*RECORDED DATA*.
'''
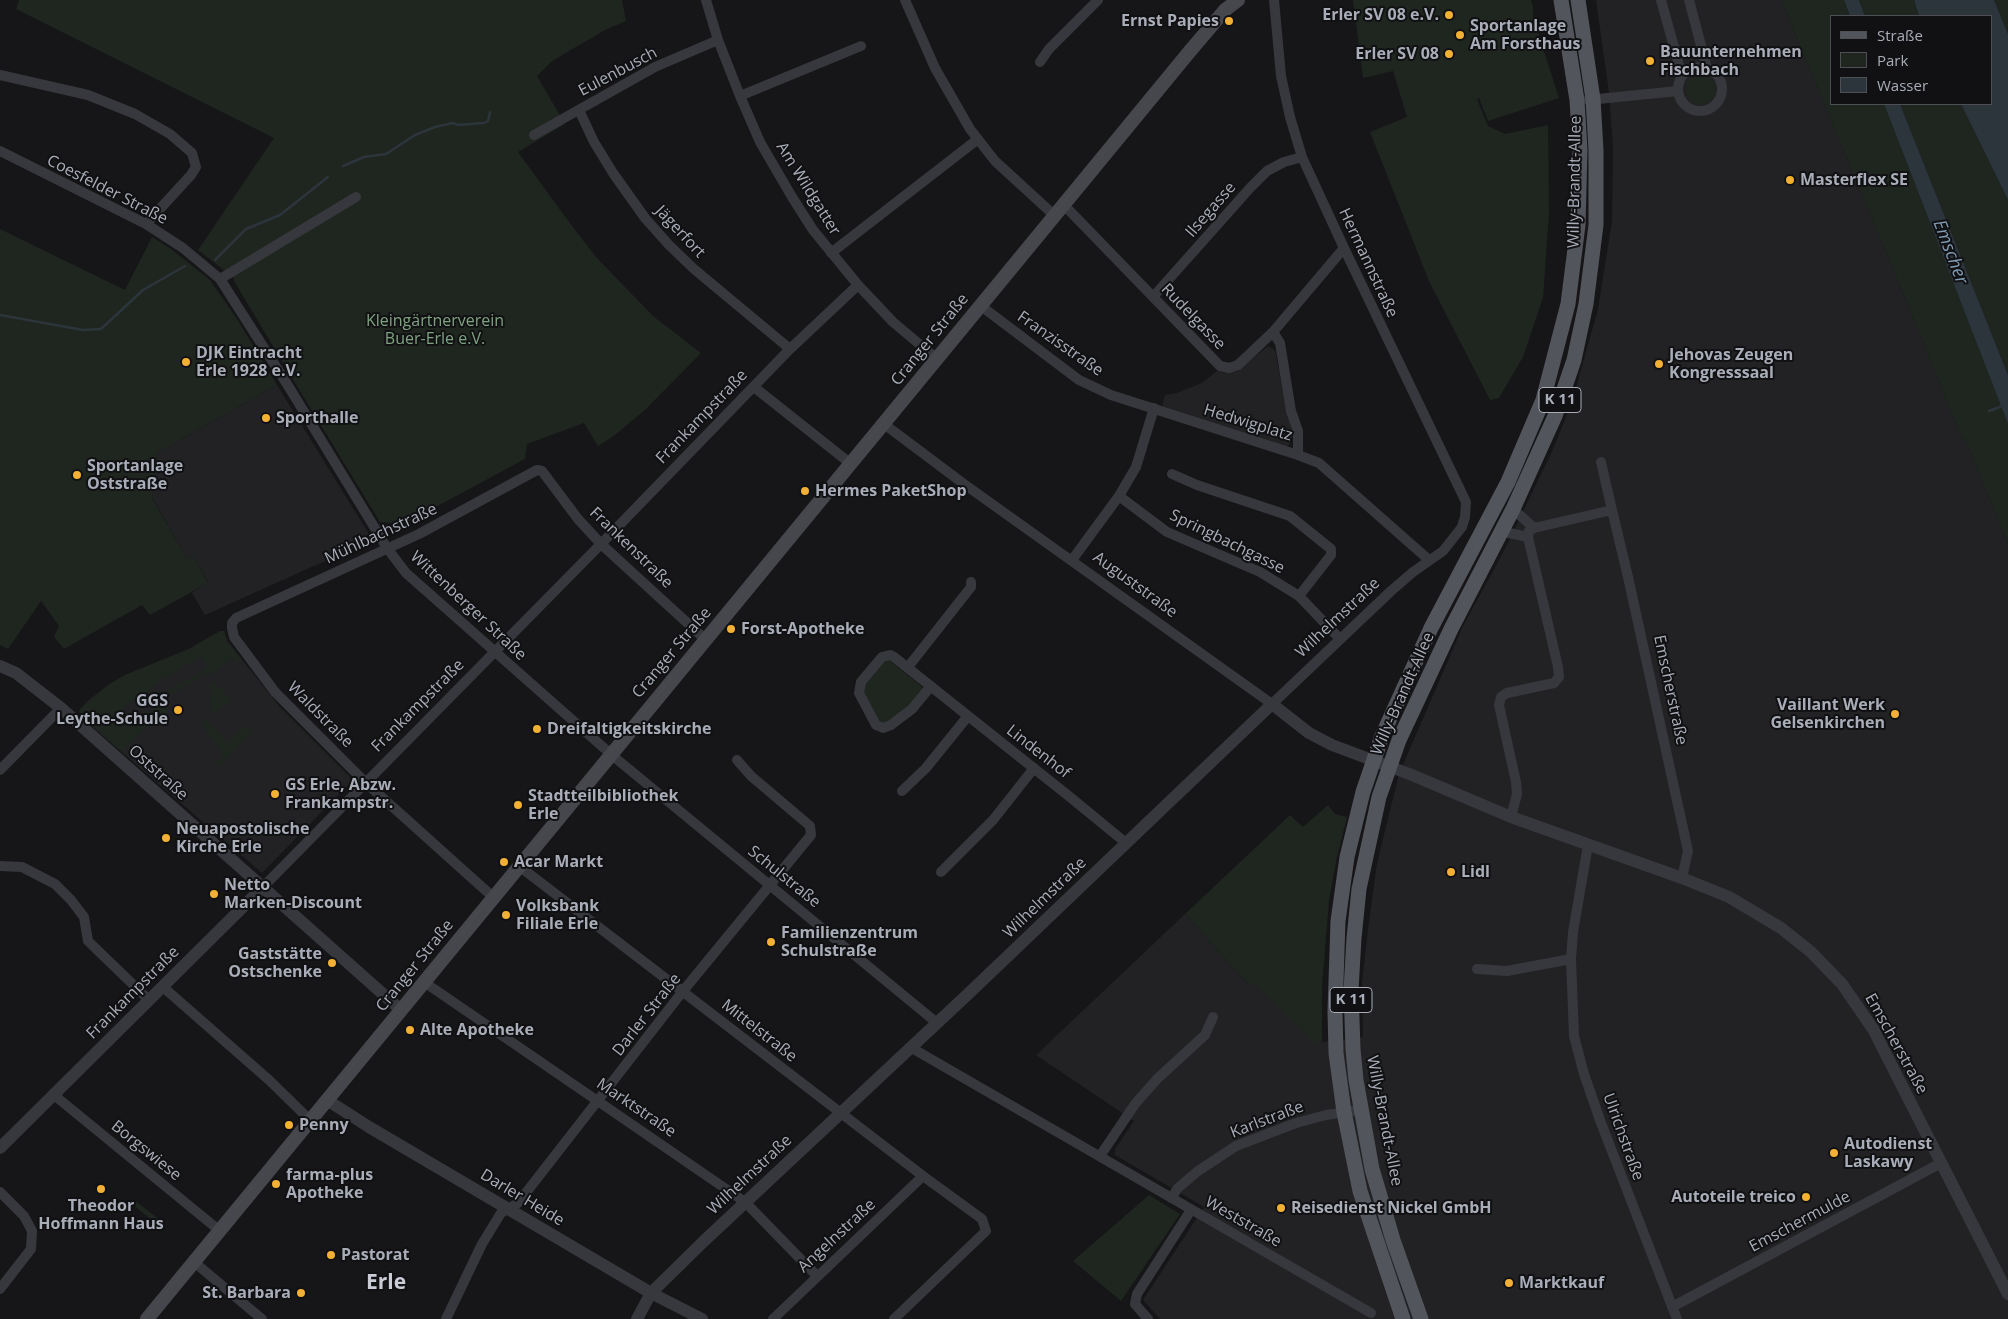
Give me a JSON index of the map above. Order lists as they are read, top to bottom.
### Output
{
  "streets": {
    "main road": ["Willy-Brandt-Allee", "Cranger Straße", "K 11"],
    "street": [
      "Eulenbusch",
      "Am Wildgatter",
      "Coesfelder Straße",
      "Ilsegasse",
      "Jägerfort",
      "Hermannstraße",
      "Rudelgasse",
      "Franzisstraße",
      "Frankampstraße",
      "Hedwigplatz",
      "Mühlbachstraße",
      "Springbachgasse",
      "Frankenstraße",
      "Auguststraße",
      "Wittenberger Straße",
      "Wilhelmstraße",
      "Emscherstraße",
      "Waldstraße",
      "Lindenhof",
      "Oststraße",
      "Schulstraße",
      "Darler Straße",
      "Mittelstraße",
      "Marktstraße",
      "Karlstraße",
      "Ulrichstraße",
      "Borgswiese",
      "Darler Heide",
      "Weststraße",
      "Emschermulde",
      "Angelnstraße"
    ]
  },
  "crossings": [
    ["Eulenbusch", "Am Wildgatter"],
    ["Eulenbusch", "Jägerfort"],
    ["Willy-Brandt-Allee", "Auguststraße"],
    ["Willy-Brandt-Allee", "Emscherstraße"],
    ["Willy-Brandt-Allee", "Karlstraße"],
    ["Am Wildgatter", "Cranger Straße"],
    ["Am Wildgatter", "Frankampstraße"],
    ["Coesfelder Straße", "Wittenberger Straße"],
    ["Ilsegasse", "Hermannstraße"],
    ["Ilsegasse", "Rudelgasse"],
    ["Jägerfort", "Frankampstraße"],
    ["Hermannstraße", "Rudelgasse"],
    ["Hermannstraße", "Wilhelmstraße"],
    ["Rudelgasse", "Cranger Straße"],
    ["Rudelgasse", "Hedwigplatz"],
    ["Cranger Straße", "Franzisstraße"],
    ["Cranger Straße", "Frankenstraße"],
    ["Cranger Straße", "Auguststraße"],
    ["Cranger Straße", "Wittenberger Straße"],
    ["Cranger Straße", "Waldstraße"],
    ["Cranger Straße", "Oststraße"],
    ["Cranger Straße", "Schulstraße"],
    ["Cranger Straße", "Mittelstraße"],
    ["Cranger Straße", "Marktstraße"],
    ["Cranger Straße", "Borgswiese"],
    ["Cranger Straße", "Darler Heide"],
    ["Franzisstraße", "Hedwigplatz"],
    ["Frankampstraße", "Frankenstraße"],
    ["Frankampstraße", "Wittenberger Straße"],
    ["Frankampstraße", "Waldstraße"],
    ["Frankampstraße", "Oststraße"],
    ["Frankampstraße", "Borgswiese"],
    ["Mühlbachstraße", "Frankenstraße"],
    ["Mühlbachstraße", "Wittenberger Straße"],
    ["Mühlbachstraße", "Waldstraße"],
    ["Springbachgasse", "Wilhelmstraße"],
    ["Auguststraße", "Wilhelmstraße"],
    ["Auguststraße", "Emscherstraße"],
    ["Wittenberger Straße", "Schulstraße"],
    ["Wilhelmstraße", "Lindenhof"],
    ["Wilhelmstraße", "Schulstraße"],
    ["Wilhelmstraße", "Mittelstraße"],
    ["Wilhelmstraße", "Marktstraße"],
    ["Wilhelmstraße", "Darler Heide"],
    ["Wilhelmstraße", "Weststraße"],
    ["Emscherstraße", "Ulrichstraße"],
    ["Emscherstraße", "Emschermulde"],
    ["Schulstraße", "Darler Straße"],
    ["Darler Straße", "Mittelstraße"],
    ["Darler Straße", "Marktstraße"],
    ["Darler Straße", "Darler Heide"],
    ["Mittelstraße", "Angelnstraße"],
    ["Marktstraße", "Angelnstraße"],
    ["Karlstraße", "Weststraße"],
    ["Ulrichstraße", "Emschermulde"]
  ],
  "districts": ["Erle"],
  "water": ["Emscher"],
  "parks": ["Kleingärtnerverein Buer-Erle e.V."],
  "places": [
    "Erler SV 08 e.V.",
    "Ernst Papies",
    "Sportanlage Am Forsthaus",
    "Erler SV 08",
    "Bauunternehmen Fischbach",
    "Masterflex SE",
    "DJK Eintracht Erle 1928 e.V.",
    "Jehovas Zeugen Kongresssaal",
    "Sporthalle",
    "Sportanlage Oststraße",
    "Hermes PaketShop",
    "Forst-Apotheke",
    "GGS Leythe-Schule",
    "Vaillant Werk Gelsenkirchen",
    "Dreifaltigkeitskirche",
    "GS Erle, Abzw. Frankampstr.",
    "Stadtteilbibliothek Erle",
    "Neuapostolische Kirche Erle",
    "Acar Markt",
    "Lidl",
    "Netto Marken-Discount",
    "Volksbank Filiale Erle",
    "Familienzentrum Schulstraße",
    "Gaststätte Ostschenke",
    "Alte Apotheke",
    "Penny",
    "Autodienst Laskawy",
    "farma-plus Apotheke",
    "Theodor Hoffmann Haus",
    "Autoteile treico",
    "Reisedienst Nickel GmbH",
    "Pastorat",
    "Marktkauf",
    "St. Barbara"
  ],
  "legend": ["Straße", "Park", "Wasser"]
}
'''
*DIRECTIONS*. Extract every line of the records above that contains the word "Apotheke".

*EXERCISE RESULT*.
    "Forst-Apotheke",
    "Alte Apotheke",
    "farma-plus Apotheke",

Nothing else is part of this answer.